Each year, consultants and field scouts working in commercial agriculture undertake a massive, decentralized data collection effort as they monitor insect populations to make real-time pest management decisions. These data, if integrated into a database, offer rich opportunities for applying big data or ecoinformatics methods in
agricultural entomology research. However, questions have been raised about whether or not the underlying quality of these data is sufficiently high to be a foundation for robust research. Here I suggest that repeatability analysis can be used to quantify the quality of data collected from commercial field scouting, without requiring any additional data gathering by researchers. In this context, repeatability quantifies the proportion of total variance across all insect density estimates that is explained by differences across populations and is thus a measure of the underlying reliability of observations. Repeatability was moderately high for cotton fields scouted commercially for total Lygus hesperus Knight densities (R = 0.631) and further improved by accounting for observer effects (R = 0.697). Repeatabilities appeared to be somewhat lower than those computed for a comparable, but much smaller, researcher-generated data set. In general, the much larger sizes of ecoinformatics data sets are likely to more than compensate for modest reductions in measurement precision. Tools for evaluating data quality are important for building confidence in the growing applications of
ecoinformatics methods.  Here I report the raw data that support these analyses in two files, one reporting the data gathered by the commercial pest control consultant and his summer field scouts and the second gathered by a team or university researchers.

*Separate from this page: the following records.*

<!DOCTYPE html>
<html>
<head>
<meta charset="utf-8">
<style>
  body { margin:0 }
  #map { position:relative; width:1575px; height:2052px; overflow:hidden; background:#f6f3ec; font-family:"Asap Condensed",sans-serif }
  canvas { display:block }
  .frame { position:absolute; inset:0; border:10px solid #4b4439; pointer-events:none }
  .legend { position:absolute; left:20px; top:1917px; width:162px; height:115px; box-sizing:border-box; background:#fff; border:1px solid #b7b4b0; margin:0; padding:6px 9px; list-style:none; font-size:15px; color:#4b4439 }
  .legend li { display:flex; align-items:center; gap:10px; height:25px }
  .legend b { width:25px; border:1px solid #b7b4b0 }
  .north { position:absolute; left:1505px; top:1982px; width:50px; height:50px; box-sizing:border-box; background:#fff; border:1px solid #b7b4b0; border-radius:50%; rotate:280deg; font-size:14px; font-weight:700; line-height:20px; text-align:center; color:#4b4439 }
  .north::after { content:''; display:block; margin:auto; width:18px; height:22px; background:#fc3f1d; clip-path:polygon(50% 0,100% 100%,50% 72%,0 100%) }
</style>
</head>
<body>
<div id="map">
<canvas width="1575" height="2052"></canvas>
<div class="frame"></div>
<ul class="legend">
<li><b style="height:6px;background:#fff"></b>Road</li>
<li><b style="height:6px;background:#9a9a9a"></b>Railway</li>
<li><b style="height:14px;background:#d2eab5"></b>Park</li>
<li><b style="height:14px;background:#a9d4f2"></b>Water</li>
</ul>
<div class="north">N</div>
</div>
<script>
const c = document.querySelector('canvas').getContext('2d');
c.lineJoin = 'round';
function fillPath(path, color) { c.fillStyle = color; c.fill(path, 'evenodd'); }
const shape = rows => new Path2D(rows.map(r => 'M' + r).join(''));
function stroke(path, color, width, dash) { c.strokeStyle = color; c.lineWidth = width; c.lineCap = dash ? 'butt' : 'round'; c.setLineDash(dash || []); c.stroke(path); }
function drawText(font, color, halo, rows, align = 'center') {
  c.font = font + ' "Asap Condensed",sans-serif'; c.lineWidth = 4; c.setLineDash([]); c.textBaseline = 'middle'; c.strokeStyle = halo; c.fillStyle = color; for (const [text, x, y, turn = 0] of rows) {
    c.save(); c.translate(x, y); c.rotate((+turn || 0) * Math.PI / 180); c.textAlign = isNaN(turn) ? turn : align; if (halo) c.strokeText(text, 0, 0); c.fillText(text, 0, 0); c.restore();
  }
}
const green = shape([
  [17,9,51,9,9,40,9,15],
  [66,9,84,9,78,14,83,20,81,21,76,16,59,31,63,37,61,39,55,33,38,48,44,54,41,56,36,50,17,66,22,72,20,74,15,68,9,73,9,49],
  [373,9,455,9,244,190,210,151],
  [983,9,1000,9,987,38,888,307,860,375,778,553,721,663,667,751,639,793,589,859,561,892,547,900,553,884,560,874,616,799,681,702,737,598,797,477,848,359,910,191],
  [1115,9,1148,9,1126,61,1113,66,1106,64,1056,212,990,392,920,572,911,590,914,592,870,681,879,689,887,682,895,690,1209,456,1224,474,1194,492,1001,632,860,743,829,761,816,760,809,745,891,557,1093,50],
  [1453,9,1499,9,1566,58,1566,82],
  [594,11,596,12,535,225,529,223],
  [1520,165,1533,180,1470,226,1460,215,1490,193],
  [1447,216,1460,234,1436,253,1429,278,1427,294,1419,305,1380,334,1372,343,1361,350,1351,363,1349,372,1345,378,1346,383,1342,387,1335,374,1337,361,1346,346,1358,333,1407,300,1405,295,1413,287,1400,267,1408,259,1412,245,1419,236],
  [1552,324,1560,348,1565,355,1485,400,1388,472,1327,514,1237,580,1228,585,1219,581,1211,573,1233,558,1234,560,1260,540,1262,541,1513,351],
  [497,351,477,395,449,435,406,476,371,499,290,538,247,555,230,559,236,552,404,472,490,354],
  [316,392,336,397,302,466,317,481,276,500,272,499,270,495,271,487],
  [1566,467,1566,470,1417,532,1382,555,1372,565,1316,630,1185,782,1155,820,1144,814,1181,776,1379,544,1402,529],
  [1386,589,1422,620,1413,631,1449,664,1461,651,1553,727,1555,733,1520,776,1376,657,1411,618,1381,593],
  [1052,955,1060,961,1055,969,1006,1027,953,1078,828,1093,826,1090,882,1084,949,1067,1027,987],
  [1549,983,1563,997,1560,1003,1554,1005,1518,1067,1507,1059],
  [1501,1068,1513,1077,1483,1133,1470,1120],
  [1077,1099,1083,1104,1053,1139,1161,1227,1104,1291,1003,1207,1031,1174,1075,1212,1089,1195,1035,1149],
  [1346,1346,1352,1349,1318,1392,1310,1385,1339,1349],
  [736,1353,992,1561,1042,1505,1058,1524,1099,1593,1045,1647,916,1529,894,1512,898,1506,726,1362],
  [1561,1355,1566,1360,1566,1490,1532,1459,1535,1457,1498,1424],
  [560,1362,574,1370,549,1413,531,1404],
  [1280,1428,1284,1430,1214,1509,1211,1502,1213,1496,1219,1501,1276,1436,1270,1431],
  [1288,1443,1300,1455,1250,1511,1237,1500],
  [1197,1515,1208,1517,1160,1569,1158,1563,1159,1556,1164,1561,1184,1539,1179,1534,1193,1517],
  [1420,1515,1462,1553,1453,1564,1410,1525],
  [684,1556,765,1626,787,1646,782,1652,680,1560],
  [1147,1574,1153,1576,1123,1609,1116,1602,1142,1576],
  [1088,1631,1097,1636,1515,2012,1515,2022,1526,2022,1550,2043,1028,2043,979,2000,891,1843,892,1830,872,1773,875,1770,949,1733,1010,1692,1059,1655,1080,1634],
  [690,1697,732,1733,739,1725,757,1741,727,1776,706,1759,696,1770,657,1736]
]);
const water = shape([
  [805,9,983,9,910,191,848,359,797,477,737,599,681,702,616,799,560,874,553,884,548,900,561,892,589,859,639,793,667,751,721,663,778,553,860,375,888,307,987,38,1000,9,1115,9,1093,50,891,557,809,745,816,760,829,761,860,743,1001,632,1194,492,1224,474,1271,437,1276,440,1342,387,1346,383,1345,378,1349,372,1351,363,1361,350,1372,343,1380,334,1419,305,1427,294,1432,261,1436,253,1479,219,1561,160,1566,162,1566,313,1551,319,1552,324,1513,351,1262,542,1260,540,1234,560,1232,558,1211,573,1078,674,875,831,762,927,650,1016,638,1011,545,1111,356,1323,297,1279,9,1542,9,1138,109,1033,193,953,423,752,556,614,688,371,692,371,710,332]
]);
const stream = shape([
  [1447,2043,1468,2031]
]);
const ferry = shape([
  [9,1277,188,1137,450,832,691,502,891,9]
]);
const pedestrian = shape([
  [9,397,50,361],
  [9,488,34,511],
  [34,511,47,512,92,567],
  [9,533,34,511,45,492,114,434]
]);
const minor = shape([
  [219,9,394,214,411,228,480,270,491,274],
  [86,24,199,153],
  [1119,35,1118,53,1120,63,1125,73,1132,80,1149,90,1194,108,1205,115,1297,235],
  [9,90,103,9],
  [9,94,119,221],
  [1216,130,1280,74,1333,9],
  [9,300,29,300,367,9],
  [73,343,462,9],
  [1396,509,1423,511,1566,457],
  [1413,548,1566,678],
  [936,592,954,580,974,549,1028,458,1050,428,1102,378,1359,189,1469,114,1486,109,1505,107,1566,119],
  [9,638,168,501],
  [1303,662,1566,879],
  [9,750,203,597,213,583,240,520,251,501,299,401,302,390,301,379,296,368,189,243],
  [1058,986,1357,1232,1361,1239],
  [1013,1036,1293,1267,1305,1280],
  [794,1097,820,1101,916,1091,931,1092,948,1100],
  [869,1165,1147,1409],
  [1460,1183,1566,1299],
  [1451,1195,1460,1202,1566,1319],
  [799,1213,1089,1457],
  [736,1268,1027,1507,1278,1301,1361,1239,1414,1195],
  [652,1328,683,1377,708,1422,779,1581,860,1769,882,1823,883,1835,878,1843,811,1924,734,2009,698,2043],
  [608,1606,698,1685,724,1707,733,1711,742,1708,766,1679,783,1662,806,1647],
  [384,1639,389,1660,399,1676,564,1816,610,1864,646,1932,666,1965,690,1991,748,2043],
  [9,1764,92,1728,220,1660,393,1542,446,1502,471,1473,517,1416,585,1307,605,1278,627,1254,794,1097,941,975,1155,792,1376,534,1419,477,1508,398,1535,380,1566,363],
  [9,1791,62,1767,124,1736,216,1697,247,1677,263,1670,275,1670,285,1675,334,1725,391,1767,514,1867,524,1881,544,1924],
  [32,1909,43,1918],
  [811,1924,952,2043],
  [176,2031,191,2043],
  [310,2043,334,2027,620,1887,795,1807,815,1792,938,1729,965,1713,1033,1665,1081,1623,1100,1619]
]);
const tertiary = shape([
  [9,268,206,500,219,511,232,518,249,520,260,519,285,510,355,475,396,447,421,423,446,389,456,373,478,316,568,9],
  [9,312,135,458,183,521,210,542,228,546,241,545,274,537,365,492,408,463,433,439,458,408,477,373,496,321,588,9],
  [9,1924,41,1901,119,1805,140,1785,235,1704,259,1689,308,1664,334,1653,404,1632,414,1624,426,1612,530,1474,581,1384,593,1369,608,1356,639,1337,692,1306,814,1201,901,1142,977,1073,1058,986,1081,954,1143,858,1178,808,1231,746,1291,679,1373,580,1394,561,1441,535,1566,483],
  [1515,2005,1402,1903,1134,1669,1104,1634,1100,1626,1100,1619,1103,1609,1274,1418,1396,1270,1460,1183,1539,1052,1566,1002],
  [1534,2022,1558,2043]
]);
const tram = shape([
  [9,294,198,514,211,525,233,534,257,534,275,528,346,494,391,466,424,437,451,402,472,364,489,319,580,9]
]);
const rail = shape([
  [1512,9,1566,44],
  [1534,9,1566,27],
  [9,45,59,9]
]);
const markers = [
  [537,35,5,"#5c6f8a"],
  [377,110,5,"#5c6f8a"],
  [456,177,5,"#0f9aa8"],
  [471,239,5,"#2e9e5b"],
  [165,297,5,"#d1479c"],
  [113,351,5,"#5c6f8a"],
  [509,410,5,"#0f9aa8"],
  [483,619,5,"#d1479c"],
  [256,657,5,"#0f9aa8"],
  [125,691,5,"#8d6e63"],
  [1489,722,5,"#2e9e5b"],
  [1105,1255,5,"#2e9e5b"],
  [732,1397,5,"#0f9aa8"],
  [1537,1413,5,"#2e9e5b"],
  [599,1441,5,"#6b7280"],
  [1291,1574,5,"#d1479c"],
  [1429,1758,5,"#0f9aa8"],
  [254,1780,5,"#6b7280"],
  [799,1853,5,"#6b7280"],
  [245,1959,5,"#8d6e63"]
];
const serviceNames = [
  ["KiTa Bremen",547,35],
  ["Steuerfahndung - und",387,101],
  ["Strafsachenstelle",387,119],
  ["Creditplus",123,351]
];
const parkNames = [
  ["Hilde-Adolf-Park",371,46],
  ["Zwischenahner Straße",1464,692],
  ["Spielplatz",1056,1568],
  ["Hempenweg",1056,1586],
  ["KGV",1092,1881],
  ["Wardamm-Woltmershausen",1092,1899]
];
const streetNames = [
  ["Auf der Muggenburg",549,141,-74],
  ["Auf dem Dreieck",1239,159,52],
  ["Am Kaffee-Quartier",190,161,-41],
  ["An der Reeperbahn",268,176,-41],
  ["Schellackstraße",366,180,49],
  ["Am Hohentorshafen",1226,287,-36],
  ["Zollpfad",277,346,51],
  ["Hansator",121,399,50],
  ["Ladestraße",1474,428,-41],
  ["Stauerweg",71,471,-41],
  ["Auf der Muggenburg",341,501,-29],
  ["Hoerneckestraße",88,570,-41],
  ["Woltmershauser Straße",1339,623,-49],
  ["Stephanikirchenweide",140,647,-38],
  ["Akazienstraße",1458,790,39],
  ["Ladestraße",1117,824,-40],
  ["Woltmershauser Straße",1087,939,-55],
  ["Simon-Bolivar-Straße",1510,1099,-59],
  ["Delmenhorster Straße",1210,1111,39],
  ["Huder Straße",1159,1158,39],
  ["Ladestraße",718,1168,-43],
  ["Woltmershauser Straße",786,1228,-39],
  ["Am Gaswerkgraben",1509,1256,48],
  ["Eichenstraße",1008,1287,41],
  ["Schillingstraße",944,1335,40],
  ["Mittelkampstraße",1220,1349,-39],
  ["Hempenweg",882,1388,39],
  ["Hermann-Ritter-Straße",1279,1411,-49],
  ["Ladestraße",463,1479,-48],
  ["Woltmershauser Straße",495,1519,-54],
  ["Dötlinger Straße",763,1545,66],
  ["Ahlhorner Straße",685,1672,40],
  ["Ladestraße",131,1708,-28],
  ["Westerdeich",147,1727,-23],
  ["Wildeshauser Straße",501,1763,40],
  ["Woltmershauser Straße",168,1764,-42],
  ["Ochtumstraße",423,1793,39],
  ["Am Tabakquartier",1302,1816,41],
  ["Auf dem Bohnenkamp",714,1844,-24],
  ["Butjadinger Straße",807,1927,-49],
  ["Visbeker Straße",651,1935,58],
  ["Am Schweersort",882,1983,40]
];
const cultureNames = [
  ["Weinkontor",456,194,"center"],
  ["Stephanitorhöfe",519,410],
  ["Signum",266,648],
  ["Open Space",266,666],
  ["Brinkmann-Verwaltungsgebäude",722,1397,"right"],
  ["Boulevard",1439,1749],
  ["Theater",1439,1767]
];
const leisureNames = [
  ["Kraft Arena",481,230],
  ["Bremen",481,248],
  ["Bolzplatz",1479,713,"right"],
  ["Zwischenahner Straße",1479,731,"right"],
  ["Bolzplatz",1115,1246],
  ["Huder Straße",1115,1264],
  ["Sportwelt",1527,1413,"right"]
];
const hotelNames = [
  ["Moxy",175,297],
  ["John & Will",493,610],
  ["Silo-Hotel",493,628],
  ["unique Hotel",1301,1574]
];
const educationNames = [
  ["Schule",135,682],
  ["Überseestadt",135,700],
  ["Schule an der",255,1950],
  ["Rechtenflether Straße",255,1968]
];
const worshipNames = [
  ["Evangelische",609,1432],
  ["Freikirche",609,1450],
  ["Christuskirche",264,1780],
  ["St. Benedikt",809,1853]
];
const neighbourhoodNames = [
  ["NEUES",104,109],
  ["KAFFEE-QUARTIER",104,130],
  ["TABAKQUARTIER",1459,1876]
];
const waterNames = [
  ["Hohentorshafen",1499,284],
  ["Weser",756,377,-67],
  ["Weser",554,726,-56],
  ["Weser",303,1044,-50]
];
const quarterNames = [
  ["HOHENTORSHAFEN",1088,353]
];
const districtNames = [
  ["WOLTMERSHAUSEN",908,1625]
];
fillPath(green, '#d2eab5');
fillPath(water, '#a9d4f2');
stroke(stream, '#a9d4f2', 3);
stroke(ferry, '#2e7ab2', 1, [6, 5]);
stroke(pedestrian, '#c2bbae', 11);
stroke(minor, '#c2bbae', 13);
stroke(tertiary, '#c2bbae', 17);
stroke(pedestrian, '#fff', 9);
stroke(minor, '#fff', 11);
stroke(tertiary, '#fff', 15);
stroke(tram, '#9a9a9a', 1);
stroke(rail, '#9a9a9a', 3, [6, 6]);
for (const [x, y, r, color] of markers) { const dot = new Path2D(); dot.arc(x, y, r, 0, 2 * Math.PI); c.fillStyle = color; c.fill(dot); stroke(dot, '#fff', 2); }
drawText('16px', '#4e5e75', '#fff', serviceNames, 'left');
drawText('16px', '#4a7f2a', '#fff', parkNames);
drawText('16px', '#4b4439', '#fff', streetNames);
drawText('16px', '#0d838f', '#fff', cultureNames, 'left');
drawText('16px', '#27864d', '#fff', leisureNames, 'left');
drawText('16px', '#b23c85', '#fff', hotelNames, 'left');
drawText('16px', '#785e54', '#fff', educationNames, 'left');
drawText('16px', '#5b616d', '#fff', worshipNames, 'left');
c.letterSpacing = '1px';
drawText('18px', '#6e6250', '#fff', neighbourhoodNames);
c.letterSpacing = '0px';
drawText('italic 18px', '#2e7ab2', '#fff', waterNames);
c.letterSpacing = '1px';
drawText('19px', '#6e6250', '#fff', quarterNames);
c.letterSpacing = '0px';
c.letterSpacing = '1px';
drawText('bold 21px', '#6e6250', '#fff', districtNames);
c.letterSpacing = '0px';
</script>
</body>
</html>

All the data were gathered using sweep sampling in commercial cotton fields. A single sample is gathered by swinging the insect net 50 times across the top of the plant canopy and then counting the number of nymphal and adult Lygus spp. captured.

Usage Notes

Metadata pages included with each data file give simple explanations for each variable.  The number of sweep samples made per field varies; thus, there are many NA values for fields that received fewer than the maximum number of sweep samples.


U.S. Department of Agriculture, Award: 2015-70006-24164